- Exercise details -
Set down the data below from its first line to the line holding "M131,327l93,77 -40,50 -9,-6", inclusive; omit all pictures.
Data: Begin
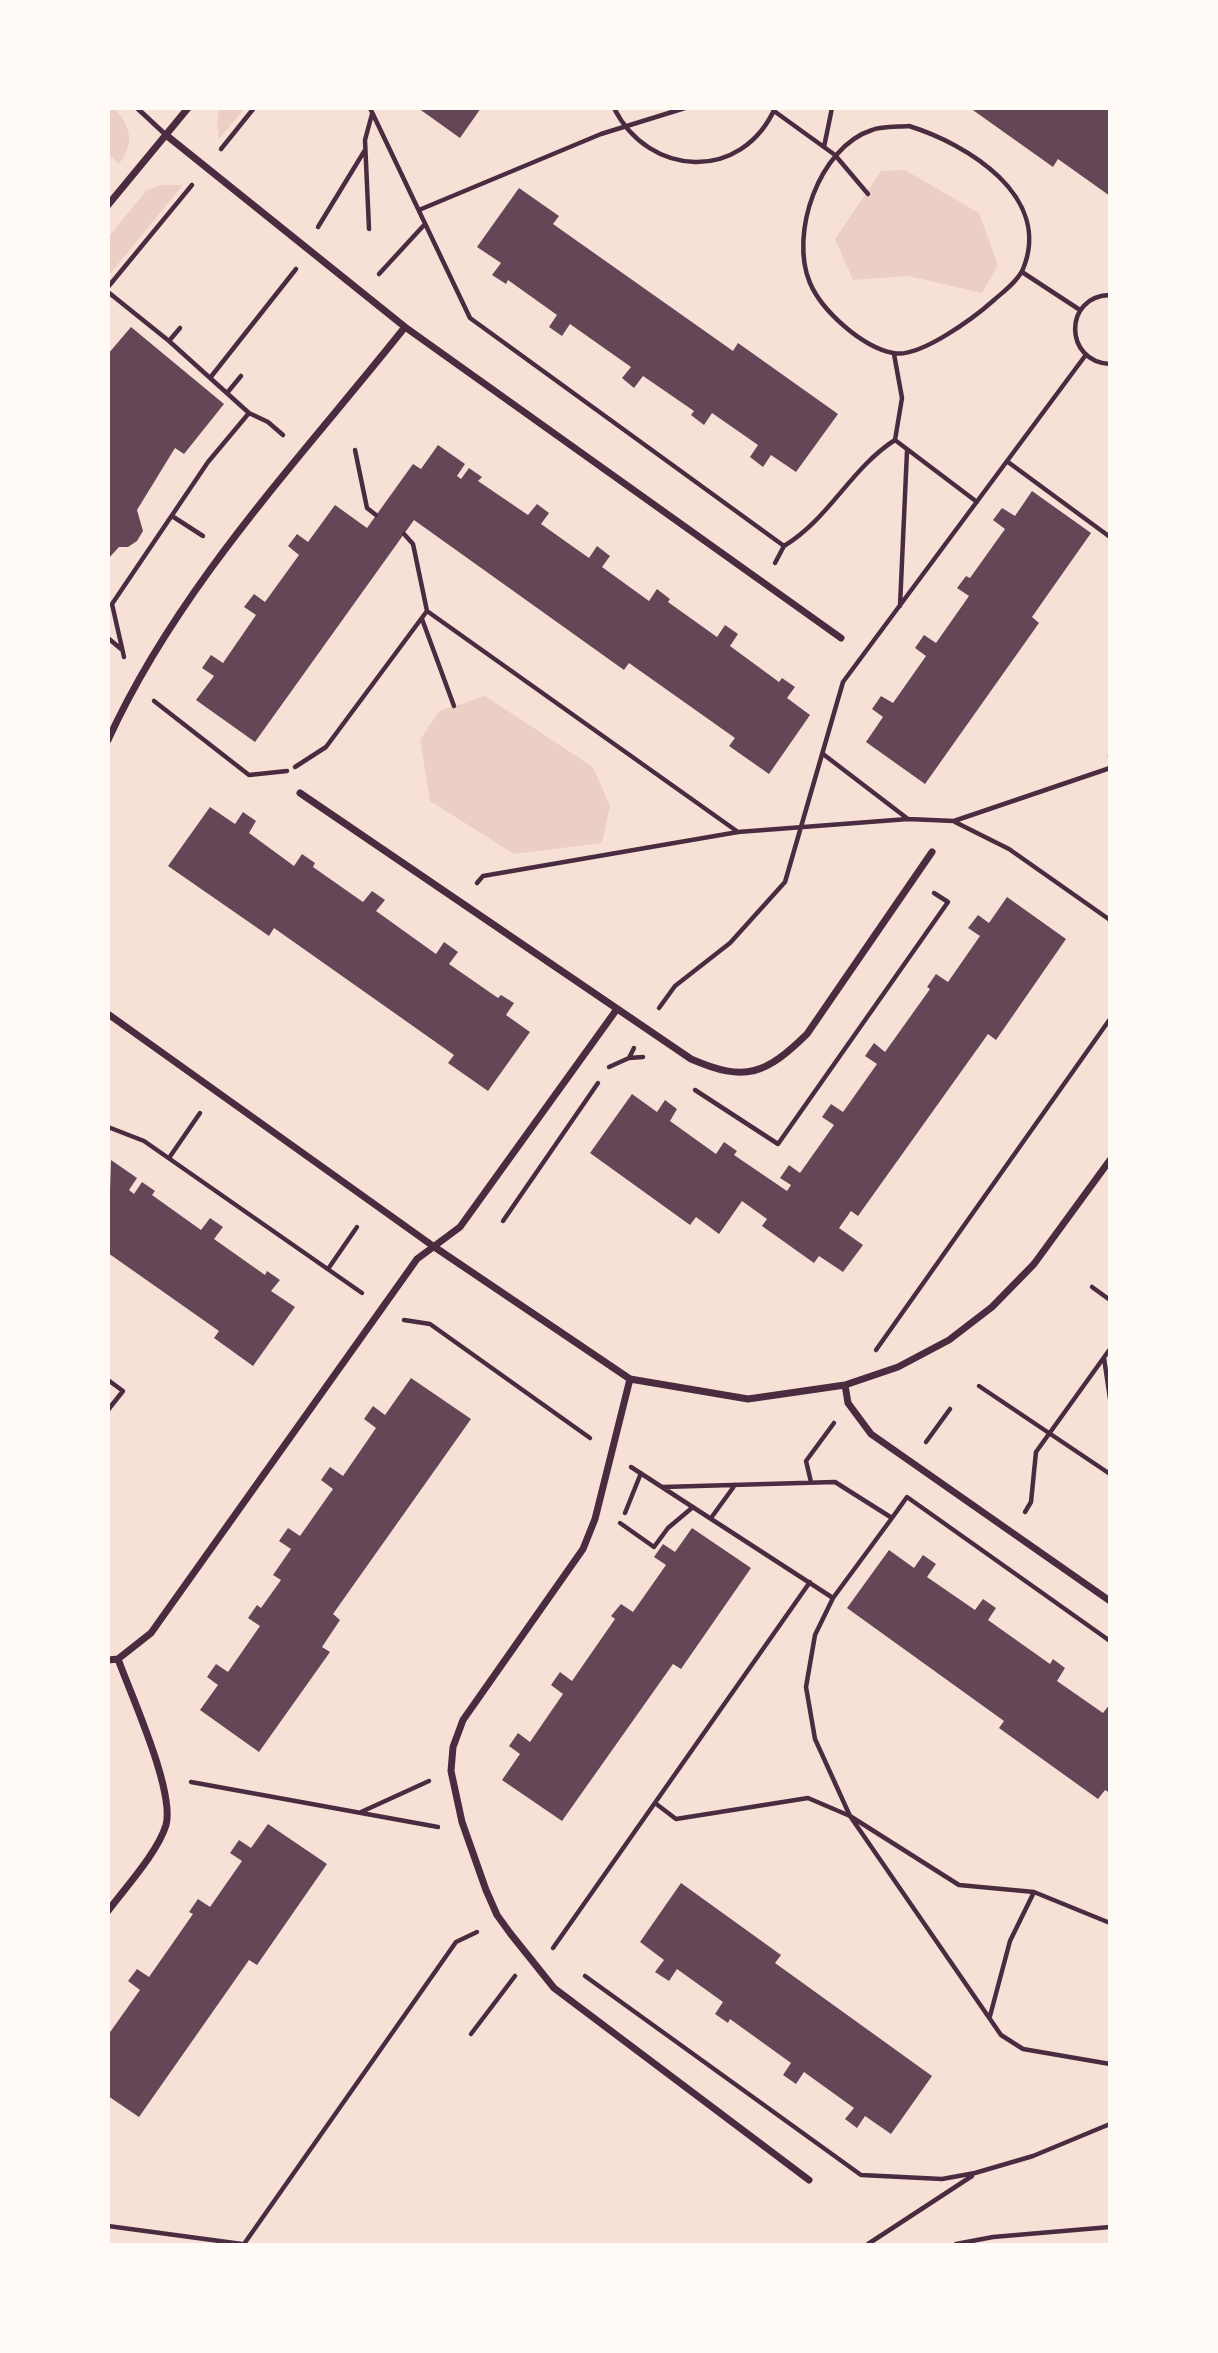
<!DOCTYPE html>
<style>
body{margin:0}
#map{position:relative;width:1218px;height:2353px;overflow:hidden;background:#f7e1d7;font-family:Mulish,sans-serif}
canvas{display:block}
.frame{position:absolute;inset:0;border:110px solid #fffaf5;pointer-events:none}
</style>
<div id="map">
<canvas width="1218" height="2353"></canvas>
<div class="frame"></div>
</div>
<script>
const ctx = document.querySelector('canvas').getContext('2d');
ctx.lineJoin = 'round';
function fillPath(path, color) {
  ctx.fillStyle = color;
  ctx.fill(path, 'evenodd');
}
function stroke(path, color, width, dash) {
  ctx.strokeStyle = color;
  ctx.lineWidth = width;
  ctx.lineCap = dash ? 'butt' : 'round';
  ctx.setLineDash(dash || []);
  ctx.stroke(path);
}
fillPath(new Path2D(`
 M108,109h7c17,19 19,34 4,55l-10,-9z
 M219,109h25l-25,30 -2,-14z
 M905,170l74,43 19,52 -16,28 -74,-17 -55,4 -18,-41 46,-68z
 M160,185h23l-74,90v-39l37,-45z
 M485,696l108,71 17,39 -8,37 -88,11 -84,-53 -10,-61 19,-29z`), '#ebcfc5');
fillPath(new Path2D(`
 M418,108h63l-21,30z
 M970,108h140v88l-52,-37 -5,8z
 M519,188l40,28 -6,8 180,127 5,-8 100,71 -42,58 -25,-17 -8,12 -13,-10 8,-12 -46,-32 -8,12 -13,-10 3,-4 -51,-35 -9,12 -12,-10 9,-11 -61,-43 -8,12 -13,-9 8,-12 -49,-35 -2,4 -14,-9 9,-12 -24,-16z
 M131,327l93,77 -40,50 -9,-6 -38,62 6,21 -6,10 -9,6h-9l-11,12v-205z
 M438,445l27,19 -8,12 4,3 8,-11 13,9 -4,4 50,34 9,-11 12,9 -8,11 48,34 8,-12 13,10 -8,11 47,34 8,-12 13,10 -2,3 49,35 8,-12 13,9 -8,12 49,36 3,-4 13,9 -8,11 23,17 -41,59 -40,-28 6,-8 -106,-75 -5,7 -210,-150 -159,222 -59,-42 18,-24 -12,-8 9,-13 12,8 33,-48 -12,-8 10,-13 11,8 34,-47 -11,-9 9,-12 11,8 27,-37 32,23 46,-64 8,5z
 M1032,491l59,42 -59,84 7,6 -114,161 -59,-42 17,-25 -11,-8 9,-13 12,7 33,-47 -11,-8 9,-13 12,8 33,-47 -12,-8 9,-12 4,2 35,-49 -12,-9 9,-12 13,8z
 M210,807l25,17 8,-12 13,9 -7,12 45,33 8,-12 13,9 -2,4 50,35 9,-11 13,9 -9,11 60,43 8,-12 14,10 -9,12 49,34 3,-3 13,8 -8,12 24,17 -42,59 -40,-28 6,-8 -180,-127 -5,8 -101,-70z
 M1007,897l59,42 -70,101 -8,-6 -130,182 -7,-5 -12,17 24,17 -20,27 -24,-16 -5,7 -52,-37 5,-7 -25,-18 -23,33 -23,-17 -6,8 -100,-72 42,-59 25,18 8,-12 12,9 -7,12 46,33 8,-12 13,9 -3,4 53,36 4,-6 -11,-7 9,-13 11,8 34,-48 -12,-8 9,-13 12,8 34,-48 -12,-8 9,-13 11,9 45,-63 -3,-2 9,-13 12,8 32,-46 -12,-8 10,-13 11,8z
 M111,1160l26,18 -8,12 5,4 8,-12 13,9 -3,4 49,35 9,-12 13,9 -9,12 51,36 2,-4 13,9 -9,11 24,16 -42,59 -39,-28 5,-7 -111,-78z
 M411,1378l60,41 -138,195 7,6 -18,27 8,5 -71,100 -59,-42 18,-25 -11,-8 9,-13 12,8 32,-46 -12,-8 9,-13 4,3 20,-28 -8,-5 18,-26 -12,-8 9,-13 12,8 33,-47 -12,-9 9,-13 13,9 33,-48 -12,-9 9,-13 12,9z
 M692,1528l59,40 -70,101 -8,-5 -111,157 -60,-41 18,-26 -11,-8 9,-13 12,9 33,-48 -12,-9 9,-13 12,9 43,-62 -4,-3 10,-12 12,8 33,-47 -12,-8 9,-13 12,8z
 M889,1550l25,18 9,-13 13,9 -9,13 48,33 8,-11 13,9 -8,12 62,44 3,-5 12,9 -8,13 46,32 7,-9v89l-5,-3 -7,9 -99,-71 5,-7 -157,-113z
 M268,1824l59,40 -70,101 -8,-5 -110,157 -31,-21v-61l32,-45 -12,-9 9,-12 12,8 44,-63 -4,-2 9,-13 12,8 32,-46 -12,-8 9,-13 12,8z
 M681,1883l100,72 -6,8 157,113 -41,58 -26,-18 -8,12 -12,-9 9,-11 -50,-36 -8,12 -13,-9 8,-12 -61,-44 -2,4 -13,-9 8,-12 -46,-33 -8,12 -14,-9 9,-12 -24,-18z`), '#644757');
stroke(new Path2D(`
 M370,108l100,210 314,228c45,-27 67,-78 111,-106l82,62
 M614,108c35,70 128,74 161,0
 M774,111l61,44 33,39
 M909,126c58,18 144,70 114,143 -5,12 -20,23 -29,31 -19,17 -75,59 -101,53 -31,-6 -71,-42 -83,-70 -21,-49 9,-136 62,-153 10,-4 25,-3 37,-4z
 M824,147l8,-39
 M221,149l33,-41
 M419,210l182,-76 84,-26
 M318,227l47,-77
 M369,229l-4,-89 7,-26
 M1022,272l58,38
 M379,274l46,-50
 M108,287l84,-102
 M108,292l61,49 80,72 19,9 15,13
 M1110,295c-47,1 -46,67 0,69
 M169,341l11,-13
 M894,354l8,44 -7,42
 M210,378l86,-109
 M227,393l14,-17
 M355,450l12,58 9,7
 M1008,462l102,75
 M172,516l31,20
 M404,534l9,10 14,67
 M775,563l9,-17
 M900,606l7,-155
 M422,619l32,87
 M108,638l13,11
 M124,657l-12,-53 96,-142 41,-49
 M154,701l95,74 38,-4
 M823,754l85,65
 M1110,756v1
 M295,767l31,-20 101,-136 311,221
 M955,822l54,27 101,71
 M477,883l6,-7 255,-44 170,-13 46,2 156,-53
 M659,1008l16,-22 55,-43 55,-61 58,-200 242,-326
 M629,1058l5,-10
 M609,1067l20,-9 14,-1
 M695,1090l83,54 170,-242 -14,-9
 M108,1127l36,14 218,152
 M169,1158l31,-45
 M503,1221l95,-138
 M328,1269l29,-42
 M1092,1287l18,13
 M404,1320l26,4 160,114
 M876,1350l234,-331
 M1104,1358l6,41
 M108,1380l15,11 -15,19
 M979,1386l131,88
 M926,1442l24,-33
 M631,1467l202,131
 M811,1482l-5,-21 28,-38
 M663,1487l172,-5 57,36 15,-21 203,144
 M1025,1512l6,-10 5,-50 74,-103
 M625,1513l16,-40
 M711,1518l24,-33
 M892,1518l-59,80 -18,37 -9,52 9,52 35,77 109,69 75,7 76,31
 M620,1523l34,24 14,-19 25,-21
 M191,1782l247,45
 M655,1803l21,16 132,-21 42,18 151,219 22,14 87,15
 M361,1812l68,-31
 M553,1948l257,-366
 M585,1976l276,199 81,4 33,-6 58,-17 77,-32
 M990,2016l20,-75 24,-49
 M471,2034l44,-58
 M108,2226l134,18
 M244,2244l212,-302 21,-10
 M868,2244l104,-68
 M956,2244l37,-7 117,-10`), '#4a2c40', 4.5);
stroke(new Path2D(`
 M137,108l29,27`), '#4a2c40', 5);
stroke(new Path2D(`
 M166,135l239,192 436,311
 M108,205l80,-97
 M108,740c71,-155 192,-281 297,-413
 M300,793l391,266c55,24 75,15 116,-25l125,-182
 M108,1014l325,232 197,133 118,20 97,-14 53,-18 51,-27 43,-33 42,-43 76,-104
 M630,1379l-35,140 -12,30 -120,171 -10,27 -2,24 11,51 24,68 11,25 13,18 44,55 255,192
 M845,1385l3,18 23,31 239,167
 M108,1660l10,-1 33,-26 266,-374 43,-32 157,-218
 M108,1911c17,-23 50,-59 58,-86 9,-34 -35,-130 -48,-166`), '#4a2c40', 7);
</script>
Data: End
- Reply to the exercise -
<!DOCTYPE html>
<style>
body{margin:0}
#map{position:relative;width:1218px;height:2353px;overflow:hidden;background:#f7e1d7;font-family:Mulish,sans-serif}
canvas{display:block}
.frame{position:absolute;inset:0;border:110px solid #fffaf5;pointer-events:none}
</style>
<div id="map">
<canvas width="1218" height="2353"></canvas>
<div class="frame"></div>
</div>
<script>
const ctx = document.querySelector('canvas').getContext('2d');
ctx.lineJoin = 'round';
function fillPath(path, color) {
  ctx.fillStyle = color;
  ctx.fill(path, 'evenodd');
}
function stroke(path, color, width, dash) {
  ctx.strokeStyle = color;
  ctx.lineWidth = width;
  ctx.lineCap = dash ? 'butt' : 'round';
  ctx.setLineDash(dash || []);
  ctx.stroke(path);
}
fillPath(new Path2D(`
 M108,109h7c17,19 19,34 4,55l-10,-9z
 M219,109h25l-25,30 -2,-14z
 M905,170l74,43 19,52 -16,28 -74,-17 -55,4 -18,-41 46,-68z
 M160,185h23l-74,90v-39l37,-45z
 M485,696l108,71 17,39 -8,37 -88,11 -84,-53 -10,-61 19,-29z`), '#ebcfc5');
fillPath(new Path2D(`
 M418,108h63l-21,30z
 M970,108h140v88l-52,-37 -5,8z
 M519,188l40,28 -6,8 180,127 5,-8 100,71 -42,58 -25,-17 -8,12 -13,-10 8,-12 -46,-32 -8,12 -13,-10 3,-4 -51,-35 -9,12 -12,-10 9,-11 -61,-43 -8,12 -13,-9 8,-12 -49,-35 -2,4 -14,-9 9,-12 -24,-16z
 M131,327l93,77 -40,50 -9,-6 -38,62 6,21 -6,10 -9,6h-9l-11,12v-205z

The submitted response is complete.